Just as bad, the neighbors say, are the weeds that could attract rodents and overgrow their yards. And they complain that they can't get anyone to do anything about it.

"On May 8, I called the Health Department. The grass was up to my chest," said Beverly Bartlett, who moved into her new house next door in 1988.

"I called again on June 5 and the woman said she was the only one there," Bartlett recounted, reading from a page of notes. "So I called my councilman."

Carl "Dutch" Holland, the Republican who represents the area, said yesterday he was trying to contact the property owner, Ben Poe, a Pasadena businessman.

"I'm going to give him a chance to do what has to be done there," Holland said. "But if he's reluctant or doesn't do anything, then I'm going to turn it over to the county."

Poe failed to respond to messages left on his answering machine.
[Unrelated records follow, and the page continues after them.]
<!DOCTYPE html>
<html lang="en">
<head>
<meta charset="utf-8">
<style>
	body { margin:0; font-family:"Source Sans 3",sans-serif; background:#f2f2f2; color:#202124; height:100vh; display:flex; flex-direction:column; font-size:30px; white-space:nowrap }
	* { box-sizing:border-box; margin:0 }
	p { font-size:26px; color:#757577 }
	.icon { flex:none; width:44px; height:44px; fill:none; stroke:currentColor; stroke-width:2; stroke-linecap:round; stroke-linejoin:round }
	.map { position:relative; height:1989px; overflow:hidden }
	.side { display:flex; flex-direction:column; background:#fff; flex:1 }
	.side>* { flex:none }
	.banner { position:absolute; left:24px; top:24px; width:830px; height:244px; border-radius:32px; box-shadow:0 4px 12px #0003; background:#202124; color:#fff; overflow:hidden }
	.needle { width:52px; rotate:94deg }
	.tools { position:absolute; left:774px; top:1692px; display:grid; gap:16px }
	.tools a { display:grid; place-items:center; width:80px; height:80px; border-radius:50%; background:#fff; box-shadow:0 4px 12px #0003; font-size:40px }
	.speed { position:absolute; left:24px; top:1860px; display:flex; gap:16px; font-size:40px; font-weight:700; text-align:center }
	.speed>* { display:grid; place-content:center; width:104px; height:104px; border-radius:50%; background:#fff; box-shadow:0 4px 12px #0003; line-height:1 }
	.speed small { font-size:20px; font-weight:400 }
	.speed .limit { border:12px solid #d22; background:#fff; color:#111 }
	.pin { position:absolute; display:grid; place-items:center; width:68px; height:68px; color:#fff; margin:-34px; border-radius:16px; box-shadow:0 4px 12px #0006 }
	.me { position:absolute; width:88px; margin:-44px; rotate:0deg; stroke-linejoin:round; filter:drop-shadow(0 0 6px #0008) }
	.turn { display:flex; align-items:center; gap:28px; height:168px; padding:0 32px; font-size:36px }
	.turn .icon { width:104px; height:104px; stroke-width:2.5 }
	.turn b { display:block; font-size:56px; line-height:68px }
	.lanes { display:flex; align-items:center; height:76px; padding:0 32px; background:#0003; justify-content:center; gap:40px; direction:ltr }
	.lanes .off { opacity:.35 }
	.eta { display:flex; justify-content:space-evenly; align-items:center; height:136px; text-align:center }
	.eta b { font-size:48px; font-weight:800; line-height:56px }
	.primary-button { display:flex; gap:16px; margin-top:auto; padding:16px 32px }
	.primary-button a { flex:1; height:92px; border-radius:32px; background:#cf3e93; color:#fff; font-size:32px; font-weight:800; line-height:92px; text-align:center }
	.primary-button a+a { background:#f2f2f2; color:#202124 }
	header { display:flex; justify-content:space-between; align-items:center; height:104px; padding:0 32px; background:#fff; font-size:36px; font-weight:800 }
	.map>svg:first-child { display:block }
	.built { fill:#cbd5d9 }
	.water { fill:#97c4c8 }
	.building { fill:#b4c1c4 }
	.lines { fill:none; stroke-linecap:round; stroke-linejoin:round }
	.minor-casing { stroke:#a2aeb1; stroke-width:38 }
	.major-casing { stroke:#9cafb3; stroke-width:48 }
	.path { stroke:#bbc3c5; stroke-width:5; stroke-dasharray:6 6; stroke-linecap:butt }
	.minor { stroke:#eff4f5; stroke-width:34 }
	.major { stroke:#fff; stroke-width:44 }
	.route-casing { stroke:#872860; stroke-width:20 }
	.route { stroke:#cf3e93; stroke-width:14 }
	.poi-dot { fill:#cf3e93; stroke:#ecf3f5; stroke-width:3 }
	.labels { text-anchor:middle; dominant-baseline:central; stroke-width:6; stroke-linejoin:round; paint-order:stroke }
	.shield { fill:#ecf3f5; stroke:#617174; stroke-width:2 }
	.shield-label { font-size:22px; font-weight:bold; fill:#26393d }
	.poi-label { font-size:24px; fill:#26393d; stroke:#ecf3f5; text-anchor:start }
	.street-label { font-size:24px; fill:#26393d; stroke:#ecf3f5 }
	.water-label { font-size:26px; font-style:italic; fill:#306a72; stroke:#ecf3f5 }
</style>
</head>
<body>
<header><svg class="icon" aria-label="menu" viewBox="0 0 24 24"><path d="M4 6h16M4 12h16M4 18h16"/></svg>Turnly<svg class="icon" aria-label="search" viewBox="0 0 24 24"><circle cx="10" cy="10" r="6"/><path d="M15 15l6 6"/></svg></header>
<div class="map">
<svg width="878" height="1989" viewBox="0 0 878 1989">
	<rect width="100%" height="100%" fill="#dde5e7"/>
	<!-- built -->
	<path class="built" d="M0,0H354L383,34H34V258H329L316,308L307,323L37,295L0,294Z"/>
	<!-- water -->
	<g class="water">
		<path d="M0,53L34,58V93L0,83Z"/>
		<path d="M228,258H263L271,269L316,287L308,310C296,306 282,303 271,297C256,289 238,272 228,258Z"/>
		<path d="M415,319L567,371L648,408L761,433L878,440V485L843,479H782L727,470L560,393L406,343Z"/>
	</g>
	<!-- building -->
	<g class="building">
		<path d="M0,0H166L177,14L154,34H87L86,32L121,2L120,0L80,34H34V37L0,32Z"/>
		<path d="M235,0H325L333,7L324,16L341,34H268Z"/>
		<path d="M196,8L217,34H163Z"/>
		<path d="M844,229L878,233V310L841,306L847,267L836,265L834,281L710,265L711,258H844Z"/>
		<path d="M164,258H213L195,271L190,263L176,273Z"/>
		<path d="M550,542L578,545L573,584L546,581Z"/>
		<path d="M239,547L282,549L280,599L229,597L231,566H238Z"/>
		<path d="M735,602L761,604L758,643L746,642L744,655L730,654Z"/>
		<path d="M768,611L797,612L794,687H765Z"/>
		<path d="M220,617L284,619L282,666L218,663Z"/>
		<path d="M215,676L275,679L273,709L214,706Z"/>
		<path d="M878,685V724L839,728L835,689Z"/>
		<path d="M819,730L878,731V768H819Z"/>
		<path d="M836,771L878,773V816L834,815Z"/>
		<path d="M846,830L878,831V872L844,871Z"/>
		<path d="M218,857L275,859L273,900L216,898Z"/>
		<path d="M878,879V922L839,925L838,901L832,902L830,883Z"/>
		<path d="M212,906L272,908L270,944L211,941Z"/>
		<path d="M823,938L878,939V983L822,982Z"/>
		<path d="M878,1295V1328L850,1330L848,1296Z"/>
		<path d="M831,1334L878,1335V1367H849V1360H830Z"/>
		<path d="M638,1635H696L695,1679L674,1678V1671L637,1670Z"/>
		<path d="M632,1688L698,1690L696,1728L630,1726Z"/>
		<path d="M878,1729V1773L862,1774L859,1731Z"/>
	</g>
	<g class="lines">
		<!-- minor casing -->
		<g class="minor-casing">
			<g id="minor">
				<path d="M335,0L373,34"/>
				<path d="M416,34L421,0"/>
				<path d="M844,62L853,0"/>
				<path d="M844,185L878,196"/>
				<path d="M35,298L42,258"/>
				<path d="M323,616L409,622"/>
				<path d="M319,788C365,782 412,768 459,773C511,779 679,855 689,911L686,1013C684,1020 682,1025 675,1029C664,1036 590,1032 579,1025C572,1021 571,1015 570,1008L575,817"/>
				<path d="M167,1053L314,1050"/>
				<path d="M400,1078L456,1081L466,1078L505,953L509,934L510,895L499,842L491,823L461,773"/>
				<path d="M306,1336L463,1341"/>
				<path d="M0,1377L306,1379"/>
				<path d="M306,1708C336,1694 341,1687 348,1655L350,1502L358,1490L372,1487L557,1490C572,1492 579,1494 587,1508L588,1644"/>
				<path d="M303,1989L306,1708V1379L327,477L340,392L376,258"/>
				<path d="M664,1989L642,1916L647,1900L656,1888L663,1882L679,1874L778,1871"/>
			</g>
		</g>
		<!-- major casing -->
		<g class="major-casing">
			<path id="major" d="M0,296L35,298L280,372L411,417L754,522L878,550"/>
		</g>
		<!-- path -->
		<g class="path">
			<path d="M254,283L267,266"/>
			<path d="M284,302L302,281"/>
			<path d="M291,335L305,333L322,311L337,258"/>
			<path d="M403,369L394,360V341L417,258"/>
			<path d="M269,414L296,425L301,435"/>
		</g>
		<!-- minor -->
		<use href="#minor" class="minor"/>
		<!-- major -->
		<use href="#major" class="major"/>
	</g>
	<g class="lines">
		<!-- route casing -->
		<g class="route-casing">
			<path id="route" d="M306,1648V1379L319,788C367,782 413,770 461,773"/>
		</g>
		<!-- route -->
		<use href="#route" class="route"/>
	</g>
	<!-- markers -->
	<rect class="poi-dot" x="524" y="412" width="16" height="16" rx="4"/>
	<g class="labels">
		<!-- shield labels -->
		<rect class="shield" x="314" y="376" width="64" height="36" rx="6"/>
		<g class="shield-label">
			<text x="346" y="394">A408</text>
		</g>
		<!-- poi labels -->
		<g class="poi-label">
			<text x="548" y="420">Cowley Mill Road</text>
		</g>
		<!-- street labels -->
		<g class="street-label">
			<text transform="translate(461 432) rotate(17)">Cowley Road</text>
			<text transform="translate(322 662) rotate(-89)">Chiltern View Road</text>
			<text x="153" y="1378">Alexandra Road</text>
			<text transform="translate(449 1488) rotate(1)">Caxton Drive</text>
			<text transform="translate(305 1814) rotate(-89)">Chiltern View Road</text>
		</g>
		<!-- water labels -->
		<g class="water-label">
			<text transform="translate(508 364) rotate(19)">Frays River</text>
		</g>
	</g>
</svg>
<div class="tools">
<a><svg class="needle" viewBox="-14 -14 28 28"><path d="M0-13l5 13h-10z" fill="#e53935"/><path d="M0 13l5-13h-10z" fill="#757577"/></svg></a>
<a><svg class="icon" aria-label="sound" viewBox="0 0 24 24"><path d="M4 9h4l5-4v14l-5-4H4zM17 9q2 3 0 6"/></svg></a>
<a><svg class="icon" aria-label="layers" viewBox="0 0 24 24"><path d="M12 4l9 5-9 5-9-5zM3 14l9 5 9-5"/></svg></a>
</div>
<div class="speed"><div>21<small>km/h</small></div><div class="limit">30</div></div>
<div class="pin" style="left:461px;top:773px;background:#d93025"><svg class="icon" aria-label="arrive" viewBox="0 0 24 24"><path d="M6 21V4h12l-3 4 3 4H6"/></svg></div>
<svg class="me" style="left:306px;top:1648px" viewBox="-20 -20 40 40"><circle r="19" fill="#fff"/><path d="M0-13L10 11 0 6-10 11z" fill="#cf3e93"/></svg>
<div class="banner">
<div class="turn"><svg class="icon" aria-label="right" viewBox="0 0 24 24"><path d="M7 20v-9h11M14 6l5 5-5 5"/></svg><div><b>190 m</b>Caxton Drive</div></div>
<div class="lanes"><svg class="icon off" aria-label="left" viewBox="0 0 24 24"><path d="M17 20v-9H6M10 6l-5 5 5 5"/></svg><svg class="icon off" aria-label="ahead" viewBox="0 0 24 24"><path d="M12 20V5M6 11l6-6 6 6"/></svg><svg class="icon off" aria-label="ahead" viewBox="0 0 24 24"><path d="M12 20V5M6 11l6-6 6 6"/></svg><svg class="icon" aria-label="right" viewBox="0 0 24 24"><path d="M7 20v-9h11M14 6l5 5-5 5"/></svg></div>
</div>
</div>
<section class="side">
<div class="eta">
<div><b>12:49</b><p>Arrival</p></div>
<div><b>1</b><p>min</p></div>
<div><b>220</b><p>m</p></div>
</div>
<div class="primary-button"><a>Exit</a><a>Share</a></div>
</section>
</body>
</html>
Bartlett said that the last tenants moved out of the house shortly after she moved into her new two-story house next door in December 1988.

"I was told then that the owner was going to remodel the place, but it hasn't happened yet," she said.

Meanwhile, the property has gone steadily downhill. Adams, who has lived across the street for three years, recalled at least two fires and said he called police because of disturbances at the house "four or five times last summer."

Bob Brooks, whose back yard adjoins the property, regularly cuts a swath of weeds about 10 yards wide to keep them from overgrowing his yard. And Harolyn Pfisterer, who also owns adjoining property, hacks away at the bushes that insinuate themselves around the privacy fence she put up three years ago.

"It's been one thing after another," Brooks said. "I cut the grass myself, I call police. The thing is, why should we have to continually call the county?"

Evelyn Stein, county Health Department spokeswoman, said the owner has complied with several orders to replace boards that had been pried from windows. Beyond that, she said, the Health Department "has no role."

Meanwhile, Ann Seiling, spokeswoman for the Department of Public Works, said officials there mailed a letter to Poe yesterday ordering him to have the weeds cut.

Poe has a little more than three weeks to cut the weeds, or county crews will do it and add their bill to his property tax bill next year, she said.

Still, Bartlett worries.

"Whenever I'm home alone at night, I worry about a prowler, that there's some hoodlum in there that could be watching me," she said. "It gives you a spooky feeling."